What is needed is a verbatim copy of every record below, with the pictures left out.

#### Material for this task:
>>>

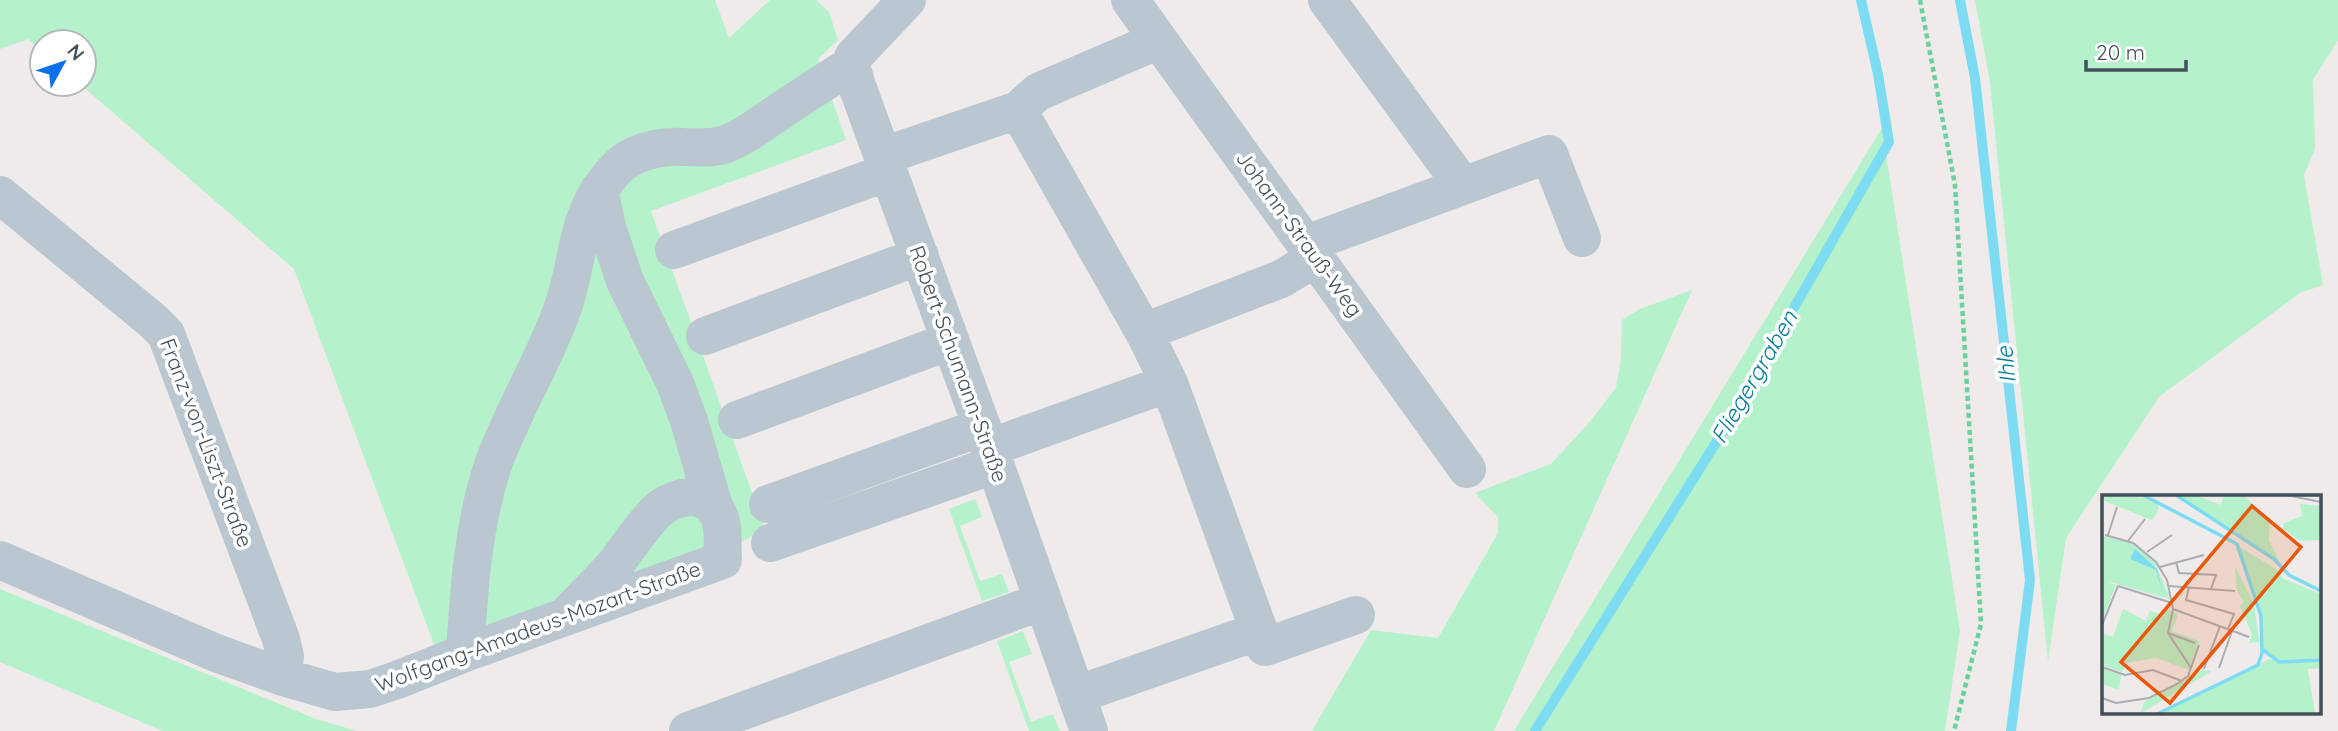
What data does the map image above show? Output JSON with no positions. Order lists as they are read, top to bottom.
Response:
{
  "streets": {
    "street": [
      "Johann-Strauß-Weg",
      "Robert-Schumann-Straße",
      "Franz-von-Liszt-Straße",
      "Wolfgang-Amadeus-Mozart-Straße"
    ]
  },
  "crossings": [
    ["Franz-von-Liszt-Straße", "Wolfgang-Amadeus-Mozart-Straße"]
  ],
  "water": ["Ihle", "Fliegergraben"],
  "scale_bar": "20 m",
  "north": "top right"
}
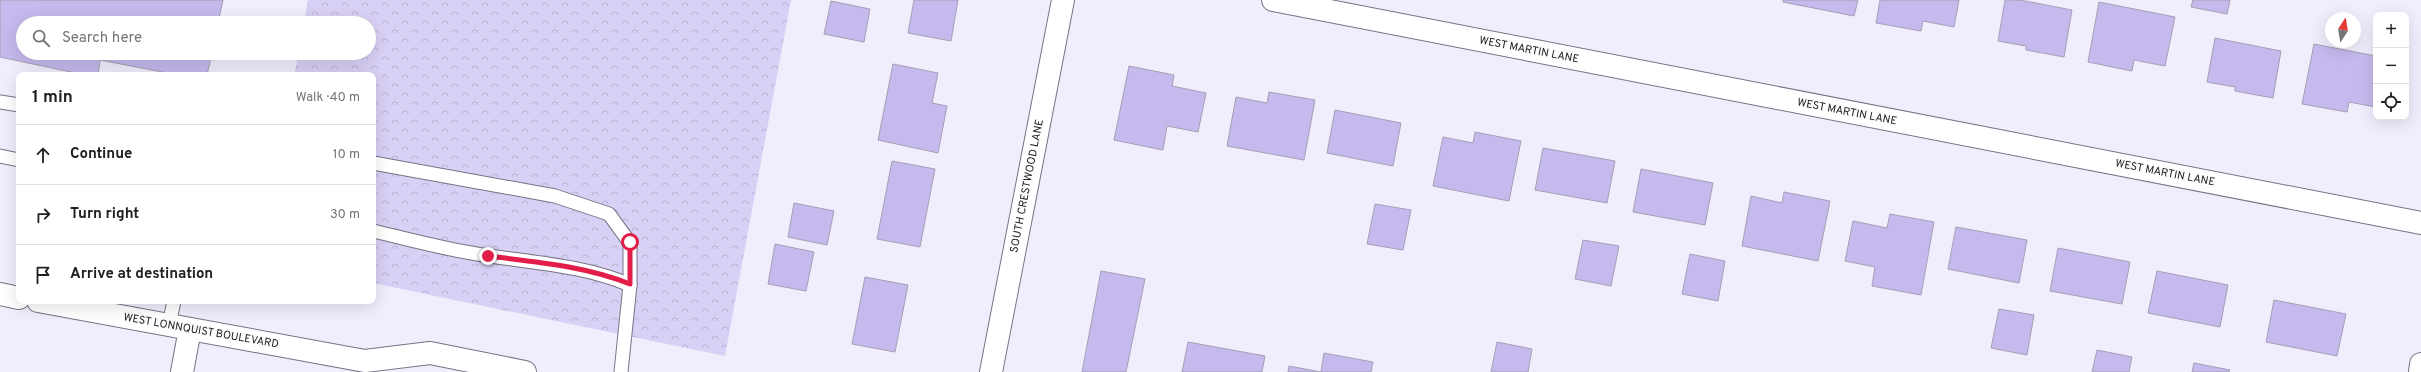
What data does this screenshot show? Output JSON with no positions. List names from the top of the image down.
{
  "streets": {
    "street": ["WEST MARTIN LANE", "SOUTH CRESTWOOD LANE", "WEST LONNQUIST BOULEVARD"]
  },
  "north": "top",
  "page": {
    "map_buttons": ["+", "−"],
    "search": "Search here",
    "heading": ["1 min", "Walk · 40 m"],
    "list": [
      ["Continue", "10 m"],
      ["Turn right", "30 m"],
      "Arrive at destination"
    ]
  }
}
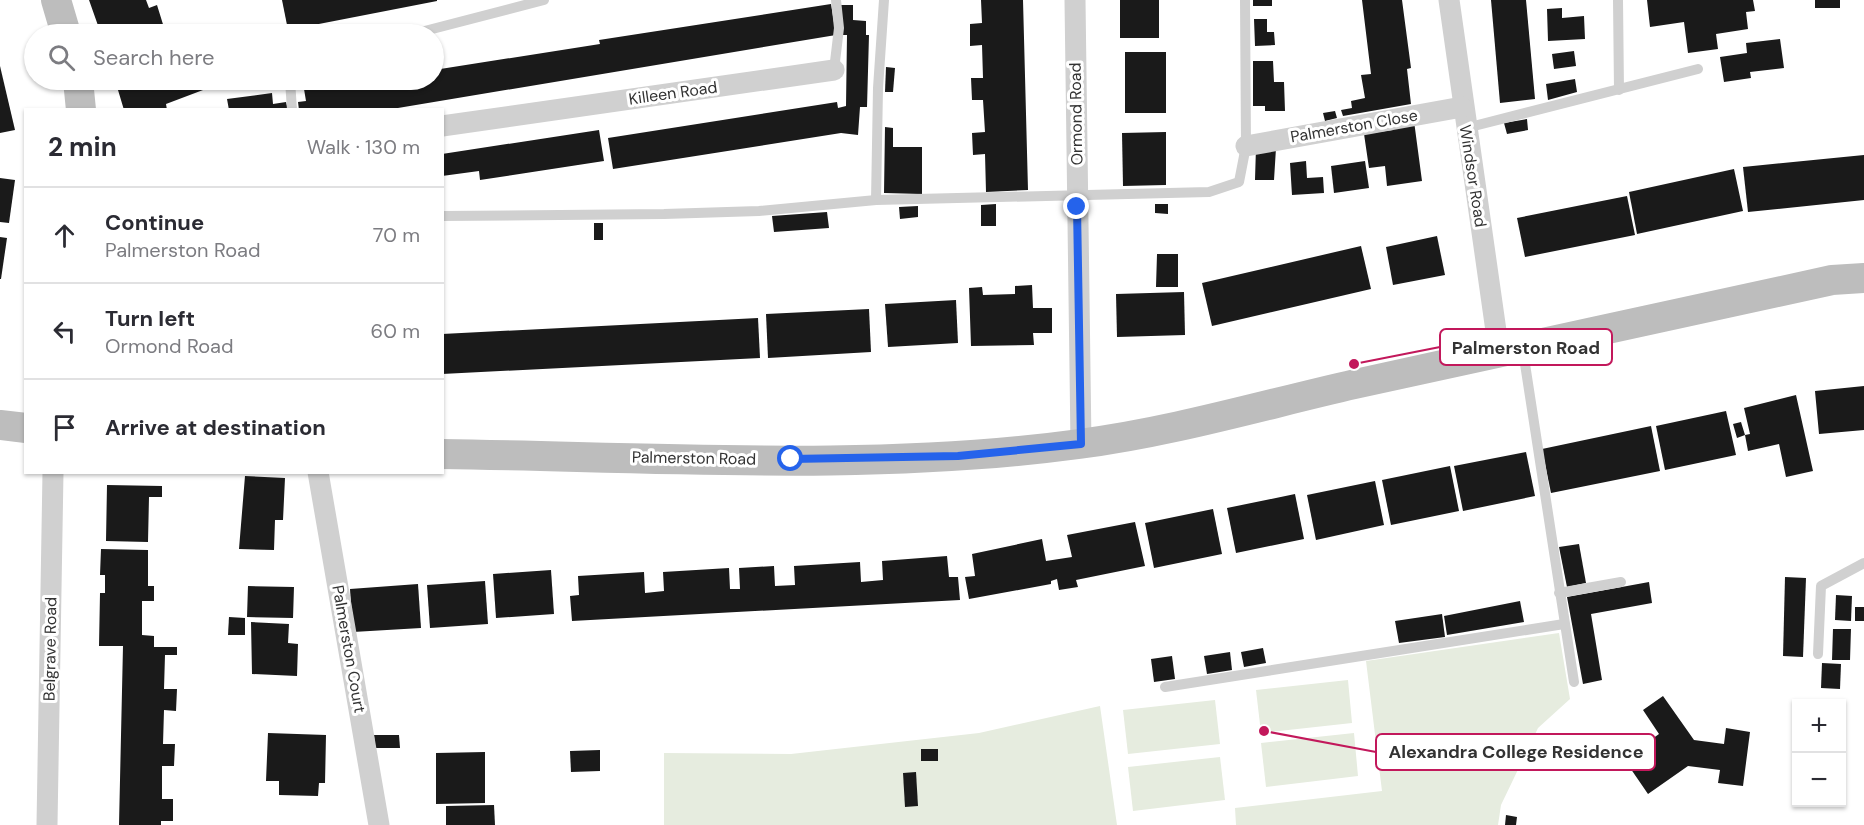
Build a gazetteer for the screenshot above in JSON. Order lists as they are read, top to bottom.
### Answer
{
  "streets": {
    "street": [
      "Killeen Road",
      "Ormond Road",
      "Palmerston Close",
      "Windsor Road",
      "Palmerston Road",
      "Belgrave Road",
      "Palmerston Court"
    ]
  },
  "crossings": [
    ["Ormond Road", "Palmerston Road"],
    ["Palmerston Close", "Windsor Road"],
    ["Windsor Road", "Palmerston Road"]
  ],
  "places": ["Palmerston Road", "Alexandra College Residence"],
  "page": {
    "search": "Search here",
    "heading": ["2 min", "Walk · 130 m"],
    "list": [
      ["Continue", "Palmerston Road", "70 m"],
      ["Turn left", "Ormond Road", "60 m"],
      "Arrive at destination"
    ],
    "map_buttons": ["+", "−"]
  }
}
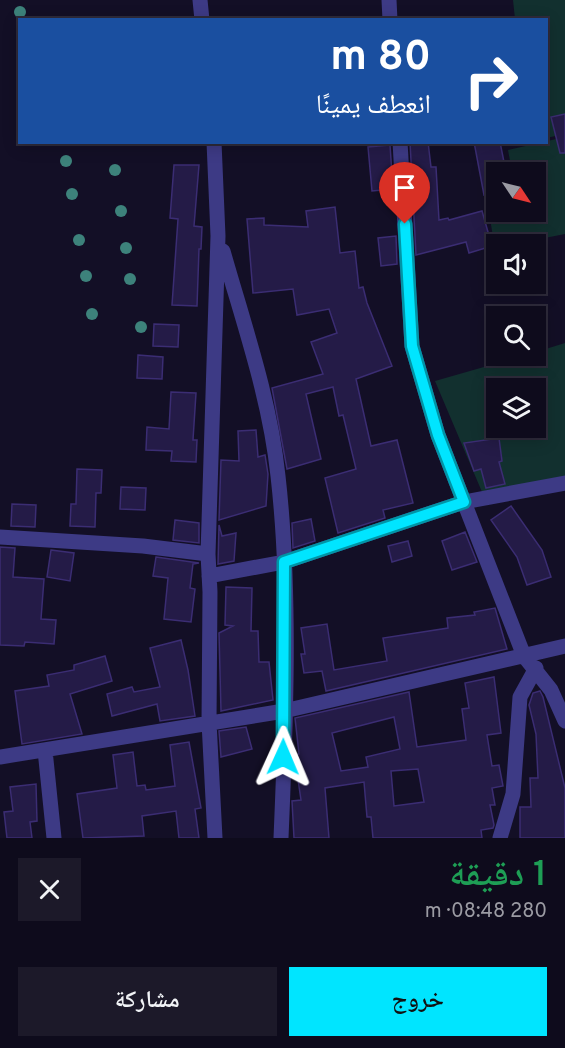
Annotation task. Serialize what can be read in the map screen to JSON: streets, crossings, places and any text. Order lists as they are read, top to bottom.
{
  "north": "bottom right",
  "page": {
    "turn": ["80 m", "انعطف يمينًا"],
    "heading": ["1 دقيقة", "280 m · 08:48"],
    "buttons": ["خروج", "مشاركة"]
  }
}
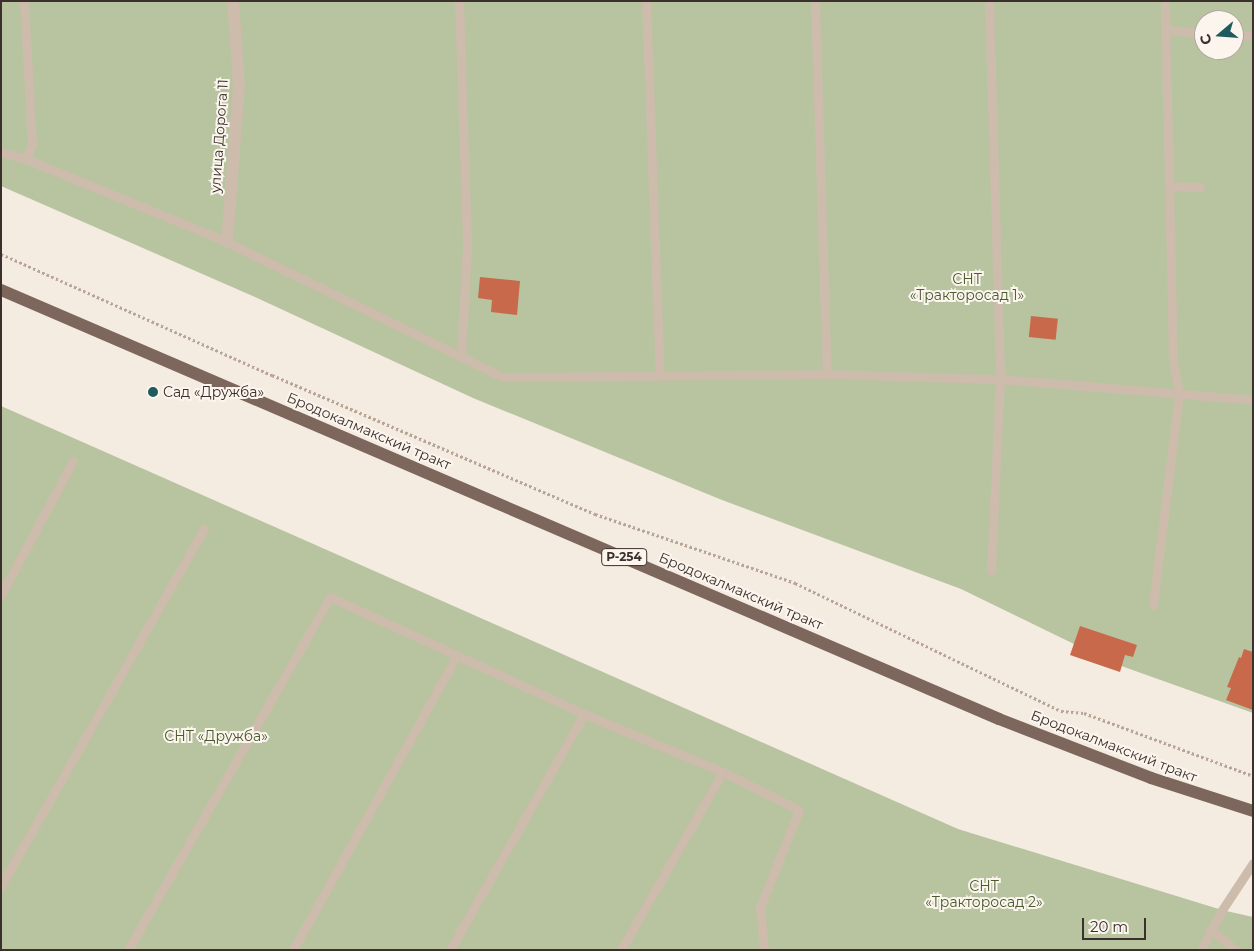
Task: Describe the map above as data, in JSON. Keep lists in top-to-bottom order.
{
  "streets": {
    "main road": ["Бродокалмакский тракт", "Р-254"],
    "street": ["улица Дорога 11"]
  },
  "parks": ["СНТ «Тракторосад 1»", "СНТ «Дружба»", "СНТ «Тракторосад 2»"],
  "places": ["Сад «Дружба»"],
  "scale_bar": "20 m",
  "north": "left"
}
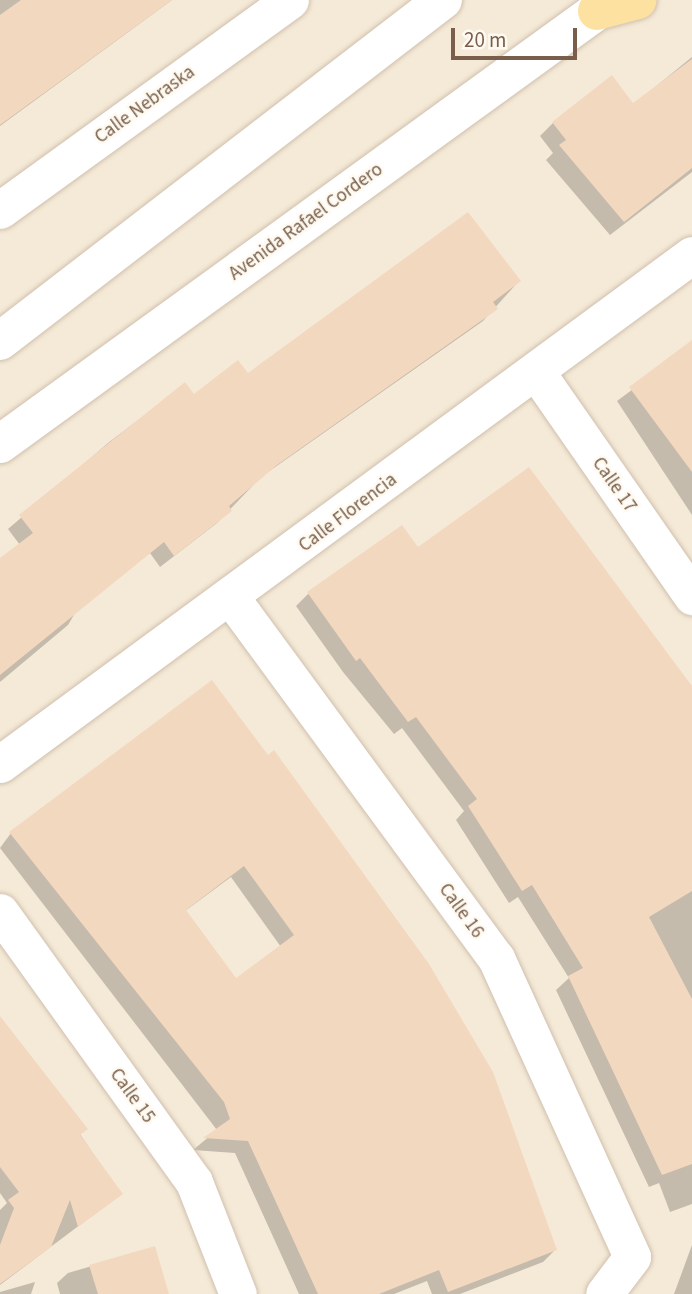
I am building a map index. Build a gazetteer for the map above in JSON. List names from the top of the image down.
{
  "streets": {
    "main road": ["Avenida Rafael Cordero"],
    "street": [
      "Calle Nebraska",
      "Calle 17",
      "Calle Florencia",
      "Calle 16",
      "Calle 15"
    ]
  },
  "crossings": [
    ["Calle 17", "Calle Florencia"],
    ["Calle Florencia", "Calle 16"]
  ],
  "scale_bar": "20 m"
}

<<<

#### Completed exercise:
What data does the map image above show? Output JSON with no positions. Order lists as they are read, top to bottom.
Response:
{
  "streets": {
    "street": [
      "Johann-Strauß-Weg",
      "Robert-Schumann-Straße",
      "Franz-von-Liszt-Straße",
      "Wolfgang-Amadeus-Mozart-Straße"
    ]
  },
  "crossings": [
    ["Franz-von-Liszt-Straße", "Wolfgang-Amadeus-Mozart-Straße"]
  ],
  "water": ["Ihle", "Fliegergraben"],
  "scale_bar": "20 m",
  "north": "top right"
}
What data does this screenshot show? Output JSON with no positions. List names from the top of the image down.
{
  "streets": {
    "street": ["WEST MARTIN LANE", "SOUTH CRESTWOOD LANE", "WEST LONNQUIST BOULEVARD"]
  },
  "north": "top",
  "page": {
    "map_buttons": ["+", "−"],
    "search": "Search here",
    "heading": ["1 min", "Walk · 40 m"],
    "list": [
      ["Continue", "10 m"],
      ["Turn right", "30 m"],
      "Arrive at destination"
    ]
  }
}
Build a gazetteer for the screenshot above in JSON. Order lists as they are read, top to bottom.
### Answer
{
  "streets": {
    "street": [
      "Killeen Road",
      "Ormond Road",
      "Palmerston Close",
      "Windsor Road",
      "Palmerston Road",
      "Belgrave Road",
      "Palmerston Court"
    ]
  },
  "crossings": [
    ["Ormond Road", "Palmerston Road"],
    ["Palmerston Close", "Windsor Road"],
    ["Windsor Road", "Palmerston Road"]
  ],
  "places": ["Palmerston Road", "Alexandra College Residence"],
  "page": {
    "search": "Search here",
    "heading": ["2 min", "Walk · 130 m"],
    "list": [
      ["Continue", "Palmerston Road", "70 m"],
      ["Turn left", "Ormond Road", "60 m"],
      "Arrive at destination"
    ],
    "map_buttons": ["+", "−"]
  }
}
Annotation task. Serialize what can be read in the map screen to JSON: streets, crossings, places and any text. Order lists as they are read, top to bottom.
{
  "north": "bottom right",
  "page": {
    "turn": ["80 m", "انعطف يمينًا"],
    "heading": ["1 دقيقة", "280 m · 08:48"],
    "buttons": ["خروج", "مشاركة"]
  }
}
Task: Describe the map above as data, in JSON. Keep lists in top-to-bottom order.
{
  "streets": {
    "main road": ["Бродокалмакский тракт", "Р-254"],
    "street": ["улица Дорога 11"]
  },
  "parks": ["СНТ «Тракторосад 1»", "СНТ «Дружба»", "СНТ «Тракторосад 2»"],
  "places": ["Сад «Дружба»"],
  "scale_bar": "20 m",
  "north": "left"
}
I am building a map index. Build a gazetteer for the map above in JSON. List names from the top of the image down.
{
  "streets": {
    "main road": ["Avenida Rafael Cordero"],
    "street": [
      "Calle Nebraska",
      "Calle 17",
      "Calle Florencia",
      "Calle 16",
      "Calle 15"
    ]
  },
  "crossings": [
    ["Calle 17", "Calle Florencia"],
    ["Calle Florencia", "Calle 16"]
  ],
  "scale_bar": "20 m"
}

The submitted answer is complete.